The show later included Cassie and Maggie MacDonald in place of Tim.

The time off the road also allowed Catherine to re-evaluate the types of songs she’d write.

Known for songs filled with melancholy and regret, she’s now looking more to the bright side of life.

“I’m tired of sad songs,” she said.

“I feel kind of pent up with joy. I want to feel joy a little more.”

She has also wanted to connect more with her audiences. Being able to sit with her songs a bit longer has allowed her to dig deeper emotionally.

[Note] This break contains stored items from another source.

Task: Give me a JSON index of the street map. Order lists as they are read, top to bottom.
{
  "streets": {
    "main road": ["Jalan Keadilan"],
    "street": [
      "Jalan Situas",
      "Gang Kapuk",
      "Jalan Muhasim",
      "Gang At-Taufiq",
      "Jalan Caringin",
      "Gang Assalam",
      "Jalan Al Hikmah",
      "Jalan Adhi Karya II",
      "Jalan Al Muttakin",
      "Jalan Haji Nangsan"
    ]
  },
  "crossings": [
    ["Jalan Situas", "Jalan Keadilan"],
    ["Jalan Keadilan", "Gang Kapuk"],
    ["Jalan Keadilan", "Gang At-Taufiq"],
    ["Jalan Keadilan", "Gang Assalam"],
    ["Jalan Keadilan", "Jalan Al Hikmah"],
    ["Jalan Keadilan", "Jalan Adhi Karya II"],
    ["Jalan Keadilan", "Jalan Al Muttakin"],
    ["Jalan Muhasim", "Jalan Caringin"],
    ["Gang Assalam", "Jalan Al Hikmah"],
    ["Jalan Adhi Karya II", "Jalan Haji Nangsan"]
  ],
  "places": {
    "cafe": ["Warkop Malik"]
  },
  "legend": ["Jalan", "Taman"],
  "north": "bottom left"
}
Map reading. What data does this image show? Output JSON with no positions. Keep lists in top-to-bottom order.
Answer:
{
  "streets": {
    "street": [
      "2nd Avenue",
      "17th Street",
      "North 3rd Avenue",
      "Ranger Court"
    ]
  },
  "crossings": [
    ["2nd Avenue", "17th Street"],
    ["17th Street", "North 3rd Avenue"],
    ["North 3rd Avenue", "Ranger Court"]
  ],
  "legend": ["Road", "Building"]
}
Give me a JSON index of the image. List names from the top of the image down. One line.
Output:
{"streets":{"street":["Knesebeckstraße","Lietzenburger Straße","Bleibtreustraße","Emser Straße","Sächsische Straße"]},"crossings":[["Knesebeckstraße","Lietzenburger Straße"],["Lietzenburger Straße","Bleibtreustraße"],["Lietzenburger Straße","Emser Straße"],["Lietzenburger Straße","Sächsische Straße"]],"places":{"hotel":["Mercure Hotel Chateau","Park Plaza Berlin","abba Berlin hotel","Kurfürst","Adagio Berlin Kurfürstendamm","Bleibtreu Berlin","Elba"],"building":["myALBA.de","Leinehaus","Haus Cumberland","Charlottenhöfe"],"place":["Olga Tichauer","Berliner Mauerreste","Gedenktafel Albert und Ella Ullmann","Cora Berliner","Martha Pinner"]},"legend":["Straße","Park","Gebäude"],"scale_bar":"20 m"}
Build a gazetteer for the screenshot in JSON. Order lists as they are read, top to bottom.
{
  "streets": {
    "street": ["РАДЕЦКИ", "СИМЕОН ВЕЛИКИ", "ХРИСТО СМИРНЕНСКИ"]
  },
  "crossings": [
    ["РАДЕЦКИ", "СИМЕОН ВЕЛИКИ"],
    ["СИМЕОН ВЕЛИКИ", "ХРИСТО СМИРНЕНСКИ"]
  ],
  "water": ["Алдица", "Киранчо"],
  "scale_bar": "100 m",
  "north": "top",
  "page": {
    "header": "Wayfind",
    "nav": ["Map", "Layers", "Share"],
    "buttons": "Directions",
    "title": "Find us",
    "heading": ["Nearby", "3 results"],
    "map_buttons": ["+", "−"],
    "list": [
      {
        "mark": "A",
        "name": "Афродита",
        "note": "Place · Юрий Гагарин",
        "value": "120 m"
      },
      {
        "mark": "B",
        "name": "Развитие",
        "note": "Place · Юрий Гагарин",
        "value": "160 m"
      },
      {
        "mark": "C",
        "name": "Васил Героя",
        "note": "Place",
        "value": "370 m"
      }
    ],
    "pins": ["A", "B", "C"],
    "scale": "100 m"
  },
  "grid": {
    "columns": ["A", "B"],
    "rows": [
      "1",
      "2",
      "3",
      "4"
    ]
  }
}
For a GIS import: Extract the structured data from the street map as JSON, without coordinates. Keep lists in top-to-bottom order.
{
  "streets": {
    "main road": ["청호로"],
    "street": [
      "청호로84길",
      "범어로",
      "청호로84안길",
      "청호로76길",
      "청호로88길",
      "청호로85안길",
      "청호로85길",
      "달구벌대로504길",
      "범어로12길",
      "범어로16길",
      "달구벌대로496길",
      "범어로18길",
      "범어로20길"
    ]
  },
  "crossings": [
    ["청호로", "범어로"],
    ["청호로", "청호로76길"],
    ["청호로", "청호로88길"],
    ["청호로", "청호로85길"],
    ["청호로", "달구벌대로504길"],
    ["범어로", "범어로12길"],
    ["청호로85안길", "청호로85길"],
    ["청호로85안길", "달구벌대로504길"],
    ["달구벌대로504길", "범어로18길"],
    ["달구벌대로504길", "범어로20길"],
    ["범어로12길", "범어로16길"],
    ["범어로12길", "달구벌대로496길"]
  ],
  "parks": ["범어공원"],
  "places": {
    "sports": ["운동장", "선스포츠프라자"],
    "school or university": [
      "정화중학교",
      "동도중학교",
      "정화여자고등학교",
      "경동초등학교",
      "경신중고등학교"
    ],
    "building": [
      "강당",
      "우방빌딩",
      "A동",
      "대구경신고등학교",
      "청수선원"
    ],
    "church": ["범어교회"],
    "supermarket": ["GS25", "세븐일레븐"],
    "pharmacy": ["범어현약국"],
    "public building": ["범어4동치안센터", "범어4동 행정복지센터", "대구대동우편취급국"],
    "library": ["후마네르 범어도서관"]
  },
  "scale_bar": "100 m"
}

“I haven’t done as much as I thought I would but what I’ve been writing, I think, is some of the best stuff in my life,” she said.

While being “stuck” on her beautiful island province, Catherine developed new skills such as making videos and home recordings.

Using archival footage, she created videos for her friends, poet Tanya Davis and singer-songwriter Tara MacLean.

She’s also been working with Bob Mersereau on a book about her father, Gene, writer of “Snowbird,” “Put Your Hand In The Hand” and many more classic Canadian songs.

“It’s the scariest thing I’ve ever done in my life.”

The reason she’s tackling the project is because no one’s ever done it before, although some have tried over the years.

“I think my dad is a bit of a mystery ‘cause no one really knew him,” she said. “Not a lot was documented.”

To fill in the blanks, Bob has been talking to as many people as he can.

“It turns out I didn’t know anything about my dad,” Catherine said.

“I knew about him as a wonderful father, and I knew some of his songs.”

Catherine has been working on her own songs the last few years although she wasn’t as prolific as some of her contemporaries.

“I definitely felt like my job had ended, and then I didn’t know who I was, so I took a long break from writing,” she said.

Last spring Catherine gathered together the new songs she had, along with songs that hadn’t fit her previous albums and spent a couple of days recording with a band.

She describes the experience as “super fun” and “super upbeat.”

“I felt like it might be the first fun record I’ve ever made!” she said.

“Music is fun, music is playing. That’s kind of what I discovered. It doesn’t have to be serious all the time. Being a little bit more playful is the next part of my life.”